The group stage of the 2013–14 CONCACAF Champions League was played from August 6 to October 24, 2013. A total of 24 teams competed in the group stage.

==Draw==
The draw for the group stage was held on June 3, 2013, 20:00 EDT (UTC−4), at the InterContinental Hotel at Doral in Miami.

The 24 teams were drawn into eight groups of three, with each group containing one team from each of the three pots. The allocation of teams into pots was based on their national association and qualifying berth. Teams from the same association (excluding "wildcard" teams which replace a team from another association) could not be drawn with each other in the group stage, and each group was guaranteed to contain a team from either the United States or Mexico, meaning U.S. and Mexican teams could not play each other in the group stage.

==Seeding==
The following were the group stage seeding of the 24 teams which qualified for the Champions League:

Pot A
| MEX Tijuana | MEX América | USA LA Galaxy | USA San Jose Earthquakes |
| CRC Herediano | HON Olimpia | GUA Comunicaciones | PAN Árabe Unido |
Pot B
| MEX Toluca | MEX Cruz Azul | USA Houston Dynamo | USA Sporting Kansas City |
| CRC Alajuelense | HON Victoria | SLV Isidro Metapán | CAN Montreal Impact |
Pot C
| GUA Heredia | SLV Luis Ángel Firpo | PAN Sporting San Miguelito | NCA Real Estelí |
| CRC Cartaginés | TRI W Connection | HAI Valencia | TRI Caledonia AIA |

==Format==
In the group stage, each group was played on a home-and-away round-robin basis. The winners of each group advanced to the championship stage.

===Tiebreakers===
In each group, teams are ranked according to points (3 points for a win, 1 point for a draw, 0 points for a loss).
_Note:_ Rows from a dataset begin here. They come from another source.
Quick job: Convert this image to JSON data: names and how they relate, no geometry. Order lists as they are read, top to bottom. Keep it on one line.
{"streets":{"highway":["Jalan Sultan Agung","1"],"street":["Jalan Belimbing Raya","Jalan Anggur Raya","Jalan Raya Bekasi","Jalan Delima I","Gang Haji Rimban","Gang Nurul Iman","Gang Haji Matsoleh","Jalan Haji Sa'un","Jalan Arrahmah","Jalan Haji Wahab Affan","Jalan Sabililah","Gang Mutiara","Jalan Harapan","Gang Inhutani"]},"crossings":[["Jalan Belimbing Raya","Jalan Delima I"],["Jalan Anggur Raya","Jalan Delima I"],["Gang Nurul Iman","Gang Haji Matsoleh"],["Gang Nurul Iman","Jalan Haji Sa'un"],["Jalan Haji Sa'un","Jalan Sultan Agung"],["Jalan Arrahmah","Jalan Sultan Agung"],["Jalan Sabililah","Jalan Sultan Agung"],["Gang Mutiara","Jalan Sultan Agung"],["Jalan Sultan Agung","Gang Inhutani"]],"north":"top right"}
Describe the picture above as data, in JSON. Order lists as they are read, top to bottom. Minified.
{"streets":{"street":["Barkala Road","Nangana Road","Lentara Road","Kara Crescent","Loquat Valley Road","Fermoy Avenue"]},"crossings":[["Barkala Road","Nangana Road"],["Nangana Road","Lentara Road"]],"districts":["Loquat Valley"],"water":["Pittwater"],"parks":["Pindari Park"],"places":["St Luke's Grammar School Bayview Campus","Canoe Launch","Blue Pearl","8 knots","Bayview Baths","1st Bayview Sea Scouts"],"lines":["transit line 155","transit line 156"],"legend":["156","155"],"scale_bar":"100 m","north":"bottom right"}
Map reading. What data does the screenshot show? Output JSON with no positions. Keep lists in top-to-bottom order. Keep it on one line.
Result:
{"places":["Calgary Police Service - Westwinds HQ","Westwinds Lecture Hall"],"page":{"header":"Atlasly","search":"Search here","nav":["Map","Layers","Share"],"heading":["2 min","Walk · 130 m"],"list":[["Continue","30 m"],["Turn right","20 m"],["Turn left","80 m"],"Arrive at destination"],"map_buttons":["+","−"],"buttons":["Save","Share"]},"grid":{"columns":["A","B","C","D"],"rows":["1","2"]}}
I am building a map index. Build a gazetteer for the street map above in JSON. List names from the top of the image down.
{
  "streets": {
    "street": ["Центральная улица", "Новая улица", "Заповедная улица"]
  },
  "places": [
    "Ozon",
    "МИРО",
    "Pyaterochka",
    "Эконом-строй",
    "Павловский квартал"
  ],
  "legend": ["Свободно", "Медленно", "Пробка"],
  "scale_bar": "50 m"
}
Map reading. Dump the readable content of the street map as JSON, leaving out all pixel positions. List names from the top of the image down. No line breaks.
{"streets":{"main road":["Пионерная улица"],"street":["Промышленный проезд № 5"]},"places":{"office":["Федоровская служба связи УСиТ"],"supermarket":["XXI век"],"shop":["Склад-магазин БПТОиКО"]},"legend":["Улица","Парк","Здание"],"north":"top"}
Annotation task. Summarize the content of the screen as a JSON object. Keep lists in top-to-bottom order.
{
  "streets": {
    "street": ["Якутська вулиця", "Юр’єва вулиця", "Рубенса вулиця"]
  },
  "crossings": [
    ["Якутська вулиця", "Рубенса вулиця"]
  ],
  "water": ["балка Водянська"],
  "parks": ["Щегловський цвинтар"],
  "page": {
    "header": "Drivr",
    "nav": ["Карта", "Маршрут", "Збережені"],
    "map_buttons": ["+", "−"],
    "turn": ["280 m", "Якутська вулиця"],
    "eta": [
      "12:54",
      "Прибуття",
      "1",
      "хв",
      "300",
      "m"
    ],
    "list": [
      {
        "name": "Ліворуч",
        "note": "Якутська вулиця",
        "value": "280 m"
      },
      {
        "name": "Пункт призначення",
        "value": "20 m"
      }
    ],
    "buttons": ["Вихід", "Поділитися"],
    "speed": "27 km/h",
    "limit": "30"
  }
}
If tied on points, tiebreakers are applied in the following order:
1. Greater number of points earned in matches between the teams concerned
2. Greater goal difference in matches between the teams concerned
3. Greater number of goals scored away from home in matches between the teams concerned
4. Reapply first three criteria if two or more teams are still tied
5. Greater goal difference in all group matches
6. Greater number of goals scored in group matches
7. Greater number of goals scored away in all group matches
8. Drawing of lots

==Groups==
The matchdays were August 6–8, August 20–22, August 27–29, September 17–19, September 24–26, and October 22–24, 2013.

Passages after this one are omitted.